From smartphone to smartwatch

There's a reason to believe wearable devices will ultimately become all-in-one machines: The smartphone market went through the same transition. The first devices were wireless phones, then two-way pagers. But eventually, they added capabilities, replacing fax machines, calculators, handheld cameras, GPS devices and more.

"That's usually how these device wars play out: the battle of general purpose versus single purpose or specialized," Tim Chang, a venture capitalist at Mayfield Fund, said. Chang co-founded wearable maker Basis Science in 2010 and earlier this year sold it Intel for about $100 million.

Why is it different this time? One challenge is battery life.

Marquee smartwatches like the Samsung Gear Live and Moto 360 have been criticized for bad battery usage. (CNET's review of the Gear Live in July called the battery life "terrible.") Apple CEO Tim Cook also suggested the Apple Watch wouldn't last more than a day before needing a charge, saying users would juice it up overnight.

There are some exceptions, though. The Pebble smartwatch lasts between five and seven days of use, thanks in part to the company's choice to use buttons instead of touch, and to avoid a color screen. Microsoft's Band, a cross between a fitness wristband and a smartwatch with a color screen and a heart rate reader, has a battery life up of to 48 hours.

Simpler devices that don't try to do too many things tend to last longer -- as opposed to something as monolithic as a smartwatch, which can be a power suck. Google's Teller said he thinks wearables will be distributed across our bodies in ways that best suit fashion and battery life.

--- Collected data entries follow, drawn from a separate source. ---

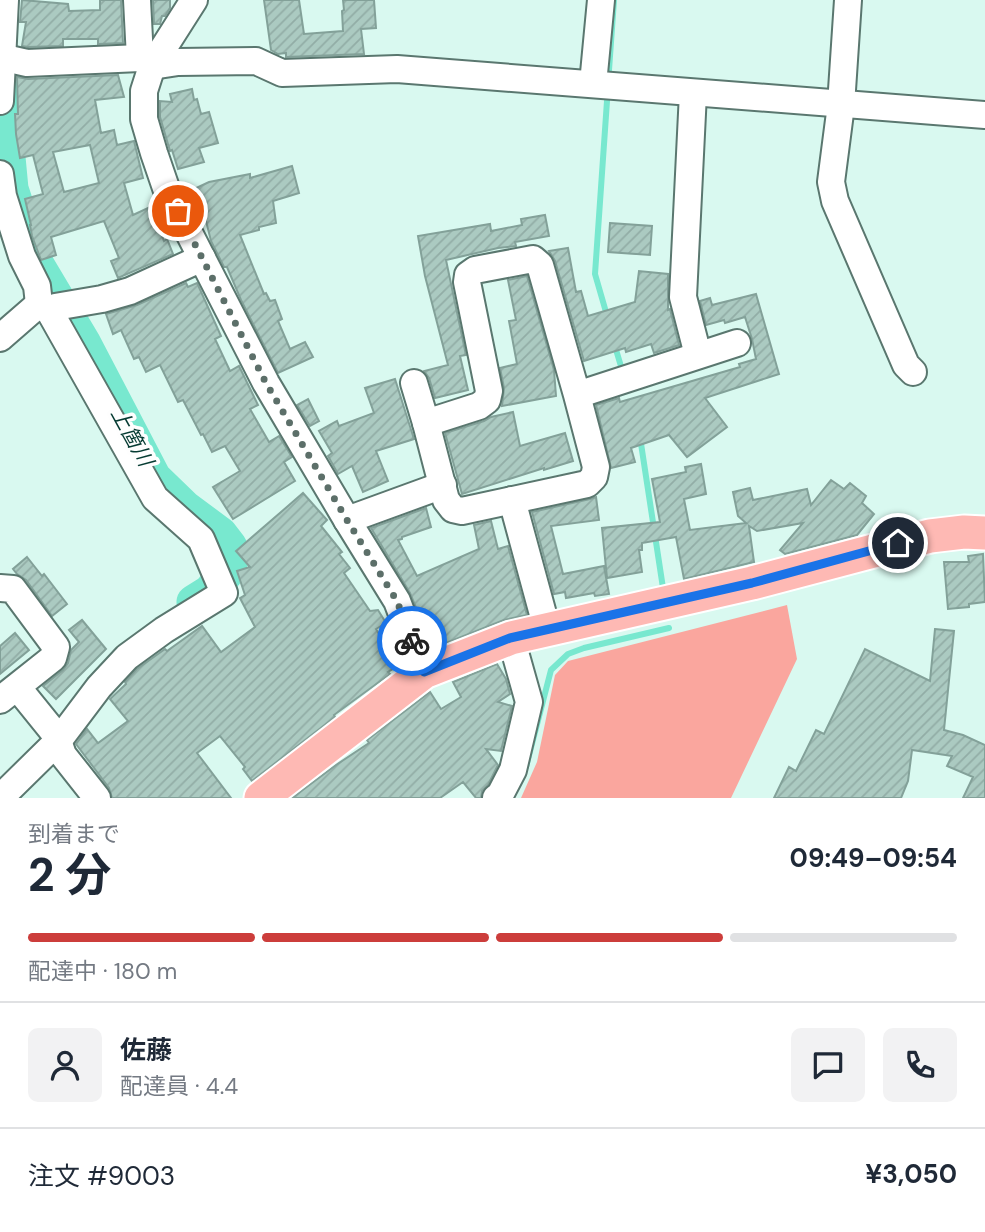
<!DOCTYPE html>
<html lang="ja">
<meta charset="utf-8">
<style>
body{margin:0;font-family:"DM Sans","Noto Sans JP",sans-serif;background:#f2f2f3;color:#1f2937;height:100vh;display:flex;flex-direction:column;font-size:26px;white-space:nowrap}
*{box-sizing:border-box;margin:0}
p{font-size:23px;color:#747a83}
.icon{flex:none;width:38px;height:38px;fill:none;stroke:currentColor;stroke-width:2;stroke-linecap:round;stroke-linejoin:round}
.map{position:relative;height:798px;overflow:hidden}
.side{display:flex;flex-direction:column;background:#fff;flex:1}
.side>*{flex:none}
.pin{position:absolute;display:grid;place-items:center;width:60px;height:60px;color:#fff;margin:-30px;border:4px solid #fff;border-radius:50%;box-shadow:0 2px 7px #0007}
.courier{position:absolute;display:grid;place-items:center;width:70px;height:70px;margin:-35px;border:5px solid #1a73e8;border-radius:50%;background:#fff;color:#222;box-shadow:0 2px 9px #0007}
.overview em{font-style:normal;font-weight:700}
.overview div{display:flex;flex-direction:column-reverse}
.overview{display:flex;align-items:center;justify-content:space-between;height:119px;padding:0 28px}
h1{font-size:46px;font-weight:700;line-height:52px}
.bar{display:grid;grid-template-columns:repeat(4,1fr);gap:10px 7px;align-content:center;height:84px;padding:0 28px}
.bar i{height:9px;border-radius:5px;background:#e0e1e3}
.bar .active{background:#cc3d3b}
.bar p{grid-column:span 4}
.line{display:flex;align-items:center;gap:18px;padding:0 28px;border-top:2px solid #e0e1e3}
.line div{flex:1}
.round{display:grid;place-items:center;flex:none;width:74px;height:74px;border-radius:10px;background:#f2f2f3}
.map>svg:first-child{display:block}
.green{fill:#faa69e}
.lines{fill:none;stroke-linecap:round;stroke-linejoin:round}
.stream{stroke:#78e8cf;stroke-width:6}
.river{stroke:#78e8cf;stroke-width:35}
.building{fill:url(#building-hatch);stroke:#83a199;stroke-width:2;fill-rule:evenodd}
.minor-casing{stroke:#5a776f;stroke-width:30}
.major-casing{stroke:#fff;stroke-width:37}
.minor{stroke:#fff;stroke-width:26}
.major{stroke:#feb9b4;stroke-width:33}
.done{stroke:#5c6f69;stroke-width:7;stroke-dasharray:0 12.6}
.route{stroke:#1a73e8;stroke-width:9}
.labels{text-anchor:middle;dominant-baseline:central;stroke-width:7;stroke-linejoin:round;paint-order:stroke}
.water-label{font-size:21px;font-style:italic;fill:#053b32;stroke:#fefefe}
</style>
<div class="map">
<svg width="985" height="798" viewBox="0 0 985 798">
<defs>
<pattern id="building-hatch" width="6" height="6" patternUnits="userSpaceOnUse" patternTransform="scale(1.75)"><rect width="6" height="6" fill="#abcac1"/><path d="M-1 1l2-2M0 6l6-6M5 7l2-2" fill="none" stroke="#92ada6"/></pattern>
</defs>
<rect width="100%" height="100%" fill="#d9f9f0"/>
<!-- green -->
<path class="green" d="M787 605 797 659 731 798H521L537 762 555 675 568 661Z"/>
<g class="lines">
<!-- stream -->
<g class="stream">
<path d="M609 70 614 0"/>
<path d="M607 101 595 274 608 319"/>
<path d="M614 343 623 373"/>
<path d="M640 437 663 588"/>
<path d="M526 767 551 670 568 654 584 648 669 628"/>
</g>
<!-- river -->
<path class="river" d="M8 65 7 147 11 189 34 260 84 344 154 478 185 508 220 534 230 547 231 560 226 573 210 592 194 602"/>
</g>
<!-- building -->
<g class="building">
<path d="M22 0 68 4 69 11 100 10V0H121L123 43 98 44V39H63V46L28 47 22 46 26 22H20Z"/>
<path d="M153 0H170V8L165 16H162L160 24H154Z"/>
<path d="M264 0H299L304 34 343 31 342 11 344 10 343 0H374L376 28 361 29 364 54 286 57V53L278 54 271 50Z"/>
<path d="M118 75 124 97 95 100 101 133 114 130 117 145 134 141 143 178 124 183 133 215 150 207 164 241 167 239 173 254 118 278 111 261 119 258 104 221 51 237 56 255 41 260 32 236 30 225H31L25 199 43 194 33 155 20 158 16 134 15 114H18L17 77 28 79ZM90 145 99 183 64 192 53 152Z"/>
<path d="M192 89 194 100 197 99 201 114 209 112 218 143 199 148 204 162 178 169 172 150 170 151 160 117V101L172 102 170 94Z"/>
<path d="M292 166 299 193 273 201 276 223 259 227V230L240 235 264 294 266 293 270 301 275 300 282 319 278 321 290 349 305 342 313 357 278 373 241 300 227 267H224L211 241 205 217 194 189 209 182 250 174V178Z"/>
<path d="M545 215 549 236 515 242 516 246 498 248 446 260 466 355 460 356 468 390 435 398 429 378 424 371 448 365 425 276 418 236 490 224 491 231 522 225 521 219Z"/>
<path d="M610 223 652 226 650 255 608 252Z"/>
<path d="M568 248 576 292 581 291 588 316 635 302 639 271 668 274V310L670 309 679 345 654 353 651 344 626 352 625 348 584 361 555 261 549 251Z"/>
<path d="M527 276 554 370 556 396 502 406 504 388 500 368 517 364 509 321 516 320 508 280Z"/>
<path d="M186 283 188 287 197 283 198 285 221 336 215 339 230 371 239 366 258 405 250 409 269 442 279 436 292 457 284 462 295 481 233 519 213 487 240 471 225 446 212 452 203 434 201 435 183 400 178 402 160 365 146 372 139 357 134 359 121 330 113 334 106 314 137 305Z"/>
<path d="M756 294 779 374 705 398 727 427 687 457 669 435 631 448 635 462 611 468 596 405 619 398 620 402 740 367 739 364 756 359 752 339 745 317 725 323 724 320 706 325 700 301 710 298 712 305Z"/>
<path d="M395 379 414 439 376 451 388 481 363 492 352 466 338 474 328 456 332 453 319 431 337 421 339 426 374 413 365 388Z"/>
<path d="M308 399 319 421 310 426 297 405Z"/>
<path d="M513 412 520 446 565 433 573 461 544 470V468L462 494 445 433 484 421 491 417Z"/>
<path d="M701 464 706 494 684 499 690 530 746 523 738 516 733 492 750 488 753 500 807 489 811 505 831 480 844 489 850 483 866 496 862 503 874 514 857 535 785 554 780 550 803 523 757 531 749 526 754 562 684 579 676 537 642 543V550H639L642 572 607 578 602 528 660 522 652 479 686 472 685 467Z"/>
<path d="M303 493 327 520 321 526 342 552 339 554 350 568 344 573 370 611 378 610 386 623 376 629 386 645 380 648 393 669 388 672 390 674 334 715 335 717 252 781 243 769 245 767 220 736 197 753 231 798H112L109 788 76 744 87 729 98 743 128 721 110 699 126 684 125 682 137 669 165 649 167 651 202 626 221 652 255 627 240 598 245 595 237 571 250 567 236 551Z"/>
<path d="M596 497 599 520 551 526 563 574 604 566 609 594 595 596 594 593 566 598 565 592 554 594 532 512 590 499Z"/>
<path d="M426 508 431 527 402 537V539L398 540 417 576 479 549 474 525 491 521 498 549 508 546 527 615 504 620 436 647 423 625 410 593 371 528Z"/>
<path d="M983 554 985 602 969 604V607L948 609 944 562H969L968 556Z"/>
<path d="M27 557 42 576 44 574 67 604 52 616 26 580 17 574 13 569Z"/>
<path d="M82 620 106 649 56 699 43 686 63 670 68 663 71 650 79 642 69 630Z"/>
<path d="M935 629 954 631 944 730 963 735 985 745V798H963L973 777 947 766 952 756 912 750 908 781 901 798H774L789 767 796 771 816 730 824 734 865 649 930 681Z"/>
<path d="M15 633 29 650 0 674V646Z"/>
<path d="M497 664 506 679 510 694 498 702 512 706 501 751 486 749 498 765 488 785 482 791 481 798H476L463 782 440 798H292L336 765 369 743 367 740 430 692 441 709 461 697 453 682Z"/>
</g>
<g class="lines">
<defs>
<g id="minor">
<path d="M137 0 140 58"/>
<path d="M194 0 152 66 144 91V119L154 153 166 188 266 383 347 520 397 601 424 672"/>
<path d="M848 0 841 105 831 182 835 201 906 365 913 372"/>
<path d="M0 57 27 63 140 58 152 66 178 62 256 61 282 73 397 69 985 115"/>
<path d="M593 84 601 0"/>
<path d="M693 93 683 297 698 355"/>
<path d="M0 101 5 0"/>
<path d="M0 174 3 196 22 256 37 286 39 304 50 312 155 498 201 539 224 593 164 630 127 657 99 687 59 740 0 798"/>
<path d="M50 312 55 307 102 299 130 291 202 258"/>
<path d="M0 338 39 304"/>
<path d="M414 383 426 423"/>
<path d="M577 395 596 467 594 477 587 484 462 511 453 509 446 500 426 423 479 406 487 400 489 391 467 282 468 275 475 270 533 259 540 265 577 395 737 343"/>
<path d="M512 500 547 629"/>
<path d="M347 520 443 485"/>
<path d="M0 588 13 589 56 647 53 658 0 700"/>
<path d="M18 688 56 735 63 755 97 798"/>
<path d="M496 798 500 795 513 770 529 702 511 638"/>
</g>
<path id="major" d="M261 798 424 672 511 638 752 583 930 536 964 532 985 533"/>
</defs>
<!-- minor casing -->
<use href="#minor" class="minor-casing"/>
<!-- major casing -->
<use href="#major" class="major-casing"/>
<!-- minor -->
<use href="#minor" class="minor"/>
<!-- major -->
<use href="#major" class="major"/>
</g>
<g class="lines">
<!-- done -->
<path class="done" d="M178 211 266 383 347 520 397 601 412 641"/>
<!-- route -->
<path class="route" d="M412 641 424 672 510 638 752 583 898 543"/>
</g>
<g class="labels">
<!-- water labels -->
<g class="water-label">
<text transform="translate(132 437) rotate(61)">上箇川</text>
</g>
</g>
</svg>
<div class="pin" style="left:178px;top:211px;background:#ea580c"><svg class="icon" aria-label="bag" viewBox="0 0 24 24"><path d="M5 8h14l-1 12H6zM9 8a3 3 0 0 1 6 0"/></svg></div>
<div class="pin" style="left:898px;top:543px;background:#1f2937"><svg class="icon" aria-label="home" viewBox="0 0 24 24"><path d="M3 11l9-7 9 7M6 9v11h12V9"/></svg></div>
<div class="courier" style="left:412px;top:641px"><svg class="icon" aria-label="bike" viewBox="0 0 24 24"><circle cx="6" cy="16" r="4"/><circle cx="18" cy="16" r="4"/><path d="M6 16l4-8h5l3 8M10 8l3 8H6M13 5h3"/></svg></div>
</div>
<section class="side">
<div class="overview"><div><h1>2 分</h1><p>到着まで</p></div><em>09:49–09:54</em></div>
<div class="bar"><i class="active"></i><i class="active"></i><i class="active"></i><i></i><p>配達中 · 180 m</p></div>
<div class="line" style="height:126px"><a class="round"><svg class="icon" aria-label="person" viewBox="0 0 24 24"><circle cx="12" cy="8" r="4"/><path d="M4 21q1-7 8-7t8 7"/></svg></a><div><b>佐藤</b><p>配達員 · 4.4</p></div><a class="round"><svg class="icon" aria-label="chat" viewBox="0 0 24 24"><path d="M4 5h16v11H9l-5 4z"/></svg></a><a class="round"><svg class="icon" aria-label="phone" viewBox="0 0 24 24"><path d="M5 4h4l2 5-3 2q2 4 5 5l2-3 5 2v4C11 20 4 13 5 4z"/></svg></a></div>
<div class="line" style="height:91px"><div>注文 #9003</div><b>¥3,050</b></div>
</section>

He's not the only one who thinks so. For example, musician Will.i.am launched his own smartband, called the Puls, in October. The device has been panned in reviews, but when he made the announcement, he also talked about other wearables in the pipeline for his company, I.am+. One of the items: a smart jacket that charges your watch when the sleeve touches it.

Ultimately, analysts say an all-in-one design will likely win out in the short term, particularly since that's how it's gone for everything else. Laptops, desktops, printers, smartphones -- they all tend to take on extra functions over time.

Mayfield's Chang notes TomTom grew successful selling GPS units to car owners only to have its primary product become commonplace software built into mobile phones. "It's the specialized ones that have been around awhile that have to be the most nervous," he said.